The US Securities and Exchange Commission’s (SEC) latest release of its Staff Accounting Bulletin (SAB) 121 is receiving major backlash from legislators.
Making their opinions heard in a memo dated November 15, several members of the US Congress wrote to the Chairman of the FDIC Board, Acting Comptroller of the Currency Michael Hsu, and other key financial authorities.
They aim to draw attention to the SEC’s SAB 121 ruling published on April 11, 2022.
Providing context, the band of senators stated that the SAB 121 only came into public scrutiny following a Government Accountability Office (GAO) finding, which showed that the SEC’s directive was a rule meant for the Congressional Review Act.
SAB 121 is a rule introduced by the SEC, mandating financial institutions, credit unions, and banks offering crypto custodial services to keep a specified amount of funds backing their customers’ digital assets.
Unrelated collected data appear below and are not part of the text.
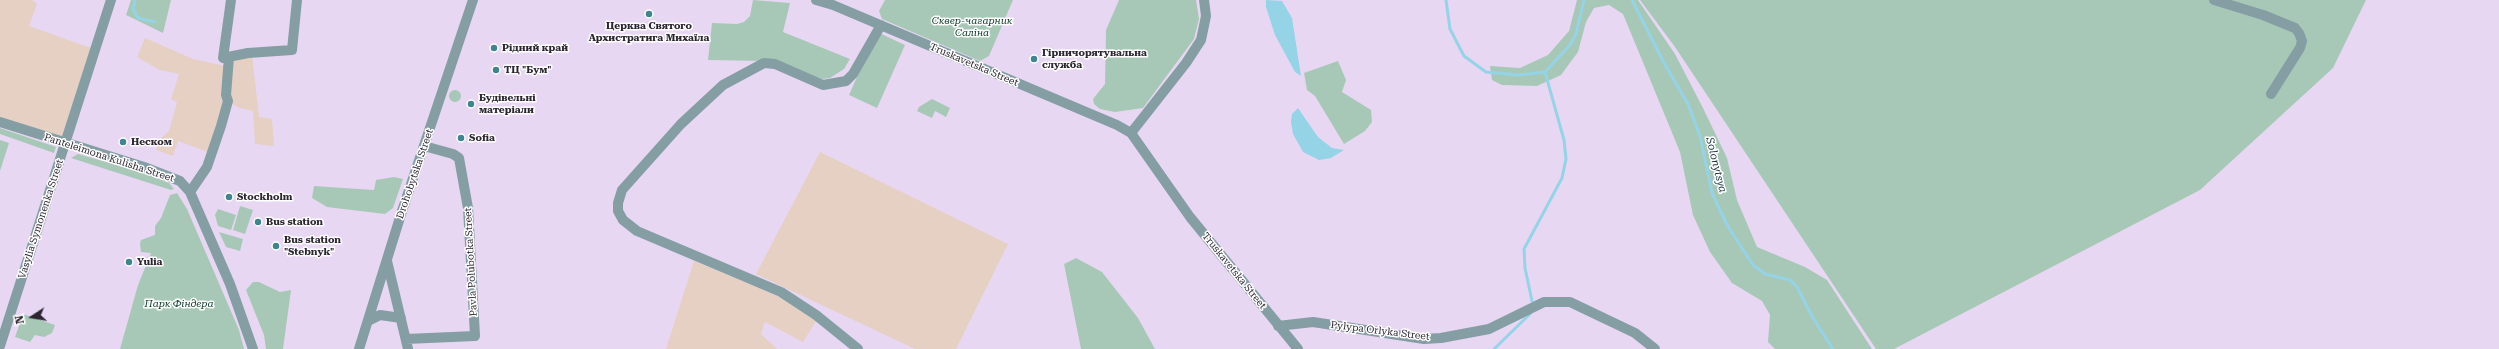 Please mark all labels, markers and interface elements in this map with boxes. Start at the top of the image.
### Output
marker: Церква Святого Архистратига Михаїла [644,9,654,19]
park label: Сквер-чагарник Саліна [932,15,1012,38]
place label: Церква Святого Архистратига Михаїла [589,20,709,44]
street label: Truskavetska Street [928,41,1020,89]
place label: Рідний край [502,42,568,54]
marker: Рідний край [489,43,499,53]
place label: Гірничорятувальна служба [1042,47,1147,70]
marker: Гірничорятувальна служба [1029,54,1039,64]
place label: ТЦ "Бум" [504,64,552,76]
marker: ТЦ "Бум" [491,65,501,75]
place label: Будівельні матеріали [479,92,535,116]
marker: Будівельні матеріали [466,99,476,109]
street label: Drohobytska Street [394,128,436,220]
street label: Panteleimona Kulisha Street [43,131,175,185]
place label: Sofia [469,132,495,144]
marker: Sofia [456,133,466,143]
place label: Неском [131,136,172,148]
water label: Solonytsya [1703,136,1729,194]
marker: Неском [118,137,128,147]
street label: Vasylia Symonenka Street [16,158,66,280]
place label: Stockholm [237,191,292,203]
marker: Stockholm [224,192,234,202]
street label: Pavla Polubotka Street [462,207,480,317]
place label: Bus station [266,216,323,228]
marker: Bus station [253,217,263,227]
street label: Truskavetska Street [1199,230,1269,312]
place label: Bus station "Stebnyk" [284,234,341,258]
marker: Bus station "Stebnyk" [271,241,281,251]
place label: Yulia [137,256,162,268]
marker: Yulia [124,257,134,267]
north arrow [12,297,52,337]
park label: Парк Фіндера [145,298,213,310]
text: N [13,314,27,325]
street label: Pylypa Orlyka Street [1330,319,1430,343] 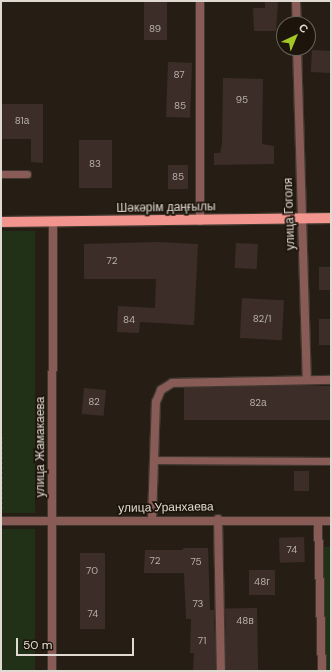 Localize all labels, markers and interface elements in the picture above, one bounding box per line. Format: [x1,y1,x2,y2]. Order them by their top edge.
north arrow [276,16,316,56]
text: С [296,20,311,36]
house number: 89 [149,23,161,35]
house number: 87 [173,69,185,81]
house number: 95 [236,94,248,106]
house number: 85 [174,100,186,112]
house number: 81а [15,115,29,127]
house number: 83 [89,158,101,170]
house number: 85 [172,171,184,183]
street label: улица Гоголя [282,177,298,251]
street label: Шәкәрім даңғылы [116,200,216,216]
house number: 72 [107,255,117,267]
house number: 82/1 [253,313,271,325]
house number: 84 [123,314,135,326]
house number: 82 [88,396,100,408]
street label: улица Жамакаева [34,397,48,497]
house number: 82а [249,397,267,409]
street label: улица Уранхаева [118,500,214,516]
house number: 74 [287,544,297,556]
house number: 72 [150,555,160,567]
house number: 75 [190,556,202,568]
house number: 70 [86,565,98,577]
house number: 48г [254,576,270,588]
house number: 73 [193,598,203,610]
house number: 74 [88,608,98,620]
house number: 48в [236,615,254,627]
scale bar [18,630,136,656]
house number: 71 [198,635,206,647]
text: 50 m [23,637,52,653]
Countering this directive, the US Congress unequivocally stated that the SAB 121 rule should not have any legal effect on the stated financial institutions.
Hence, these entities are not mandated to acknowledge liability and corresponding asset offsets on their balance sheets.
#NEW: Chairman @PatrickMcHenry & @SenLummis led a bipartisan, bicameral letter urging the prudential regulators not to enforce #SAB121.
The letter follows a @USGAO finding that the bulletin constitutes a "rule" for purposes of the CRA.